Nnauye said he had “nothing to regret or no grudges with the president” in a telephone interview the day after he was fired by President Magufuli.
The former minister, who took office in December 2015, said he did not know why the president sacked him, but agreed with his decision.
“I thanked him for working with him for one year,” said Nnauye, adding that there were many Tanzanians “capable” of being ministers. He said he had no hard feelings for his replacement Harrison Mwakyembe.
“He’s a lawyer, journalist, he practised journalism, so he will help the industry. So I just said I wished him all the best and I’ll continue to be a good citizen, loyal to my country, loyal to my party, loyal to my constituency,” said Nnauye.
Nnauye reportedly tried to hold a press conference following his dismissal, but was prevented from addressing journalists in Dar es Salaam because a gunman interrupted proceedings.
“It was not something good,” said Nnauye, saying that he was “shocked” to have a gun pointed at him. However, it is not clear whether the gunman was a plain clothes police officer or not.

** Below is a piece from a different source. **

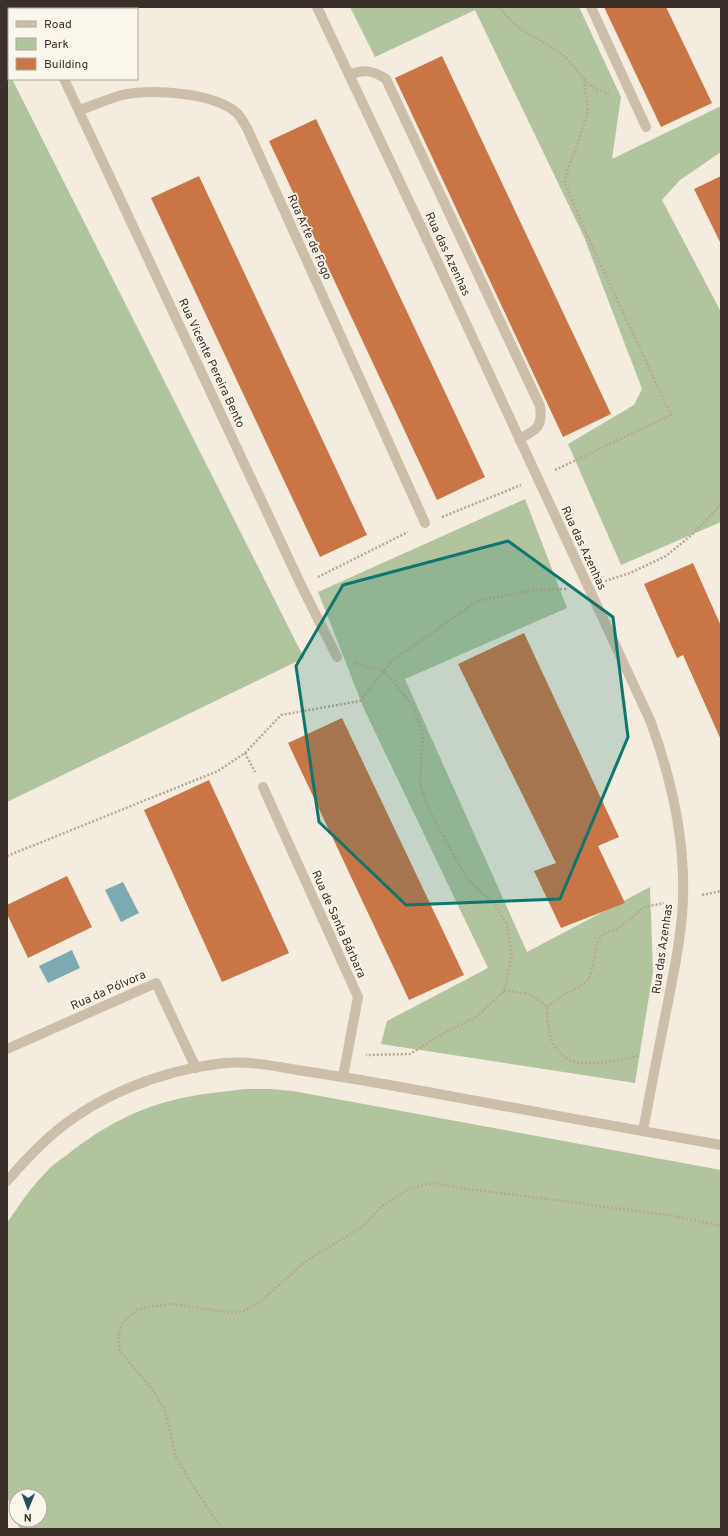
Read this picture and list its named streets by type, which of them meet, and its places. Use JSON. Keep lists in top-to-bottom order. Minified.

“He wasn’t in uniform anyway – you can’t say he was a policemen – but it looked like he was a policeman, but not uniformed,” said Nnauye, explaining that the authorities had begun an investigation.

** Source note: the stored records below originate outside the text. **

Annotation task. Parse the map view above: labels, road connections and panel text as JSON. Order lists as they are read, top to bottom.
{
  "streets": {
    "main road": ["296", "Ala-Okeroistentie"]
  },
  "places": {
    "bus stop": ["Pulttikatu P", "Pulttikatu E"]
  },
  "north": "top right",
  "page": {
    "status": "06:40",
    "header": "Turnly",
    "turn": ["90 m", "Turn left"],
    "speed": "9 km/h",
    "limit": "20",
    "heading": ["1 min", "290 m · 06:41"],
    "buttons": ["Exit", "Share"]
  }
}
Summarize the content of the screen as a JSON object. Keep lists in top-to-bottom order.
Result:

“I heard the minister of home affairs has given a statement saying they’re looking for the guy who did it,” said the sacked minister.

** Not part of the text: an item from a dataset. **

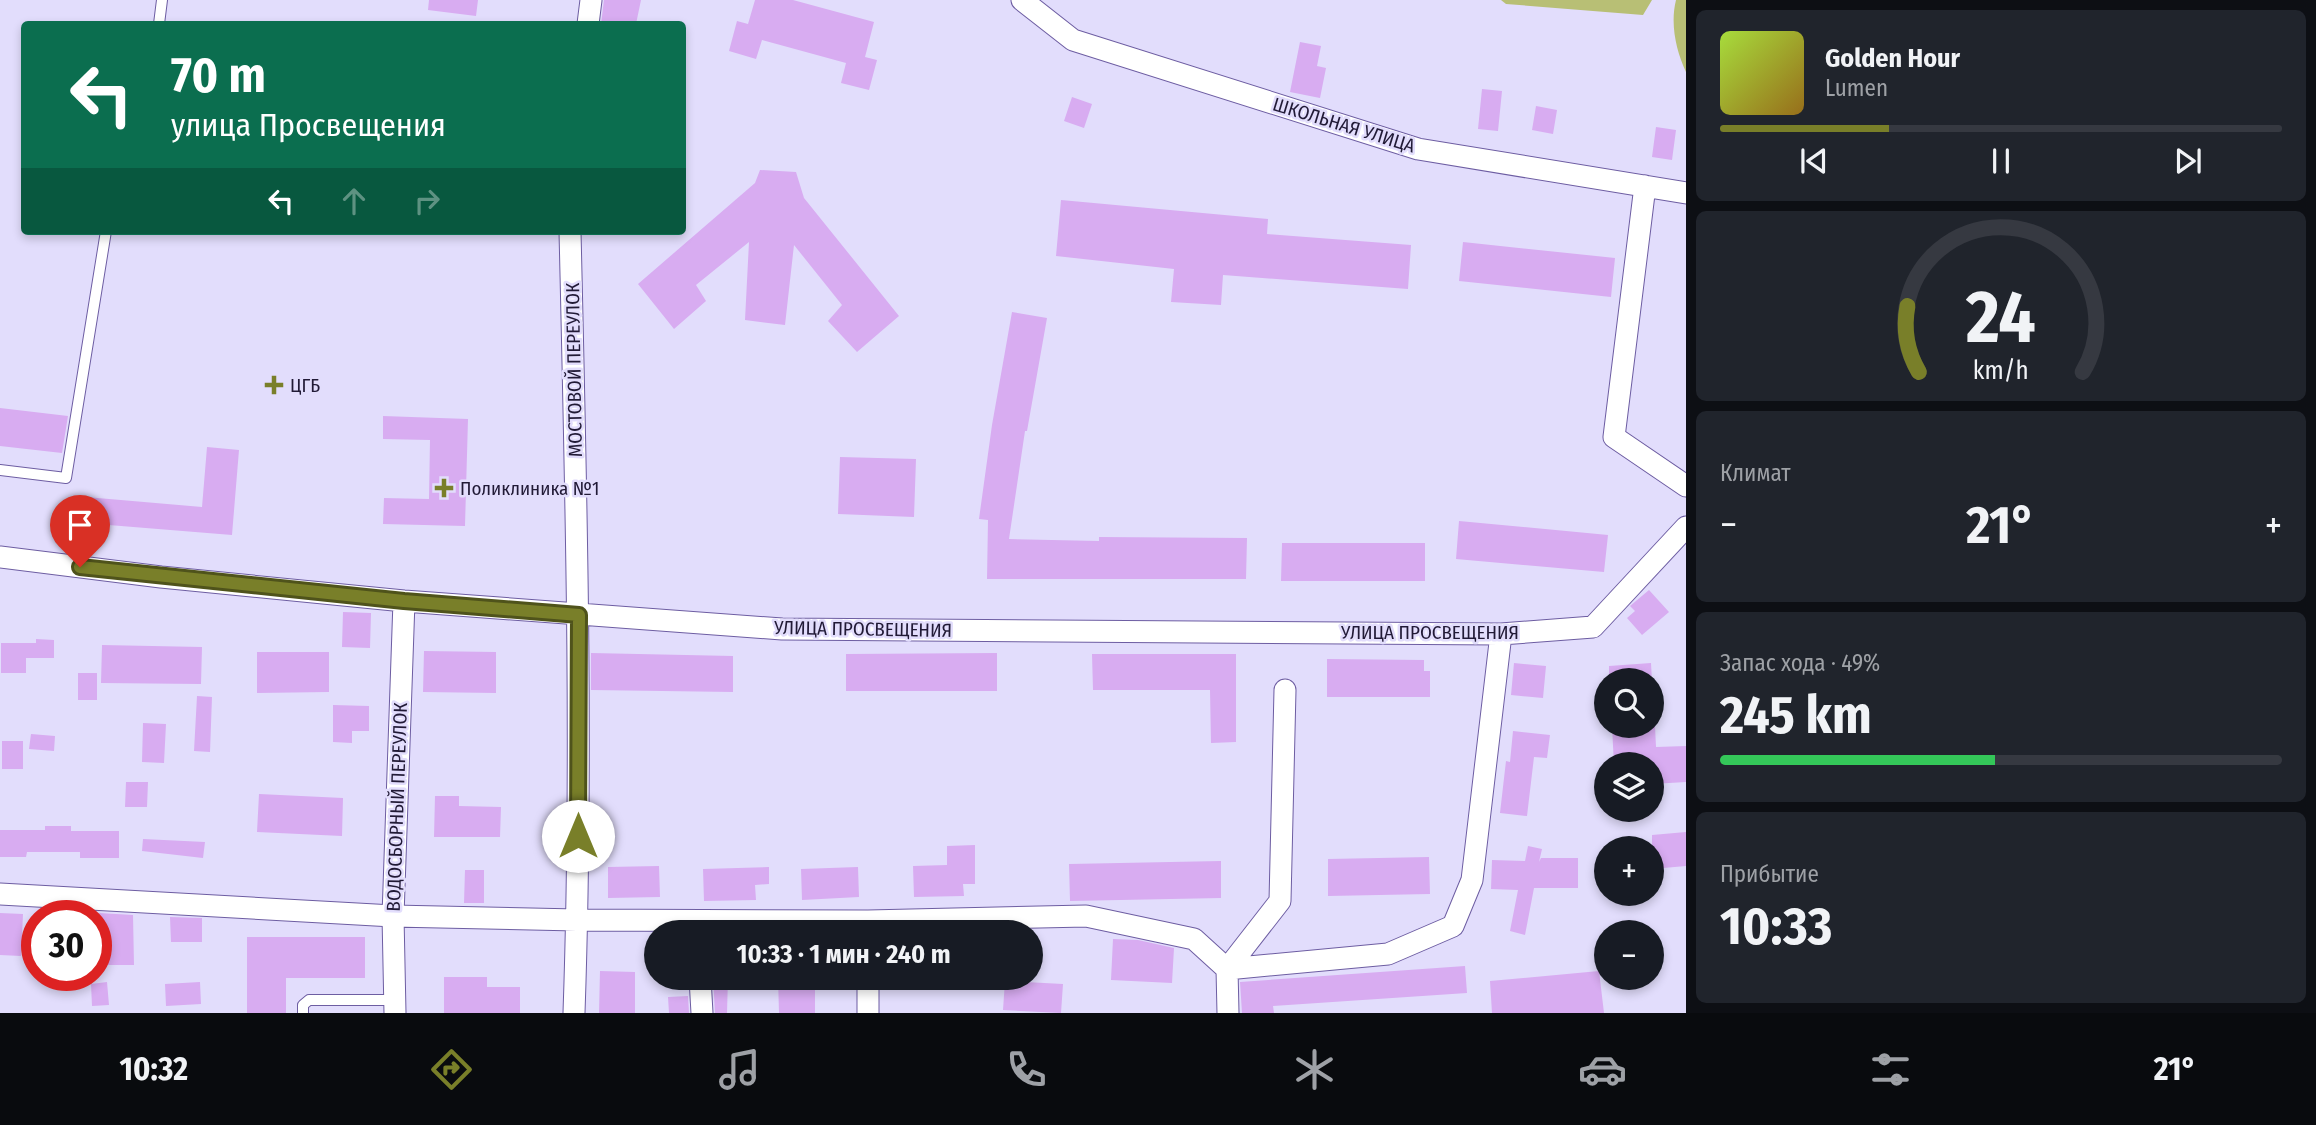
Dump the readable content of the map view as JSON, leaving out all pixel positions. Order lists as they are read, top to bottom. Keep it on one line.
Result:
{"streets":{"street":["ШКОЛЬНАЯ УЛИЦА","МОСТОВОЙ ПЕРЕУЛОК","УЛИЦА ПРОСВЕЩЕНИЯ","ВОДОСБОРНЫЙ ПЕРЕУЛОК"]},"crossings":[["МОСТОВОЙ ПЕРЕУЛОК","УЛИЦА ПРОСВЕЩЕНИЯ"],["УЛИЦА ПРОСВЕЩЕНИЯ","ВОДОСБОРНЫЙ ПЕРЕУЛОК"]],"places":{"health":["ЦГБ","Поликлиника №1"]},"page":{"turn":["70 m","улица Просвещения"],"song":["Golden Hour","Lumen"],"tile":["Климат",["Запас хода · 49%","245 km"],["Прибытие","10:33"]],"heat":["−","21°","+"],"map_buttons":["+","−"],"limit":"30","trip":"10:33 · 1 мин · 240 m","tabs":["10:32","21°"],"gauge":["24","km/h"]}}
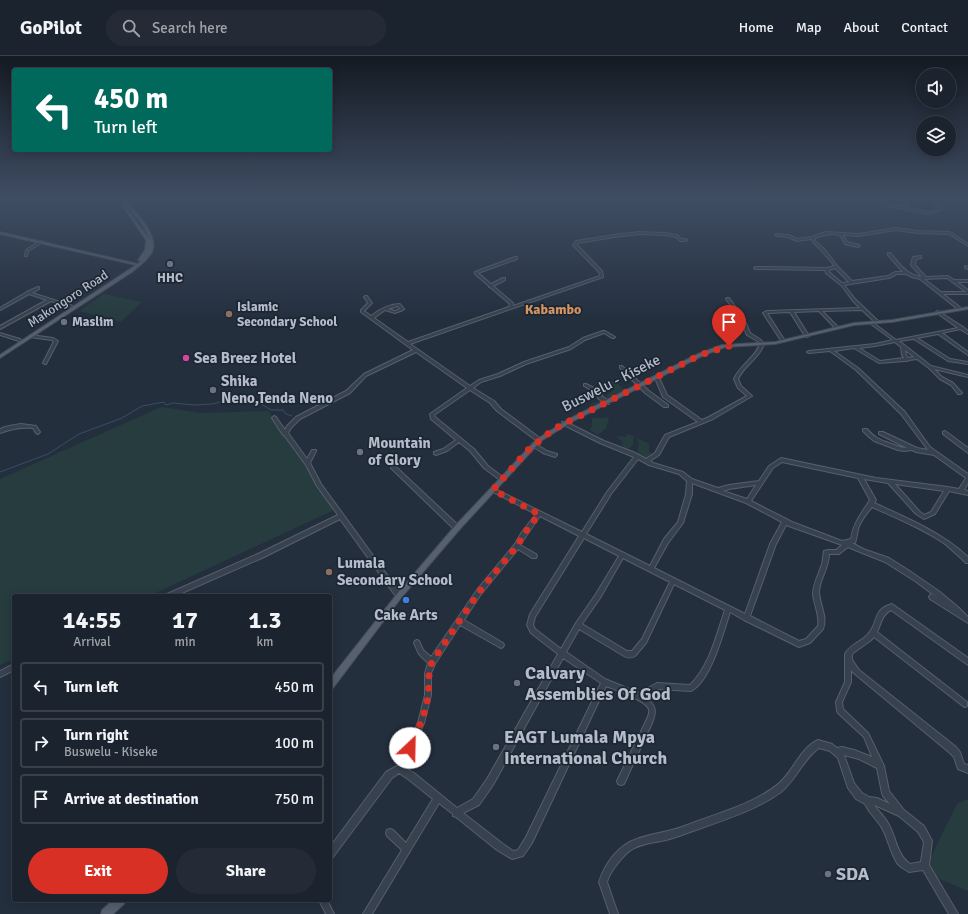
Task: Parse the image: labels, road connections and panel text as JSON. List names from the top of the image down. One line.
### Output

“These incidents should not be allowed to continue to happen to people, especially when freedom of speech, freedom of expression, freedom of press is concerned,” said Nnauye, “you know it paints a bad image”.
Nnauye’s dismissal came a few days after he launched an enquiry into an alleged raid on a private television station by a senior government official on 17 March.
Paul Makonda, Dar es Salaam’s regional commissioner, reportedly stormed into the offices of the Clouds FM Media Group with armed men and demanded the airing of a video discrediting a local pastor.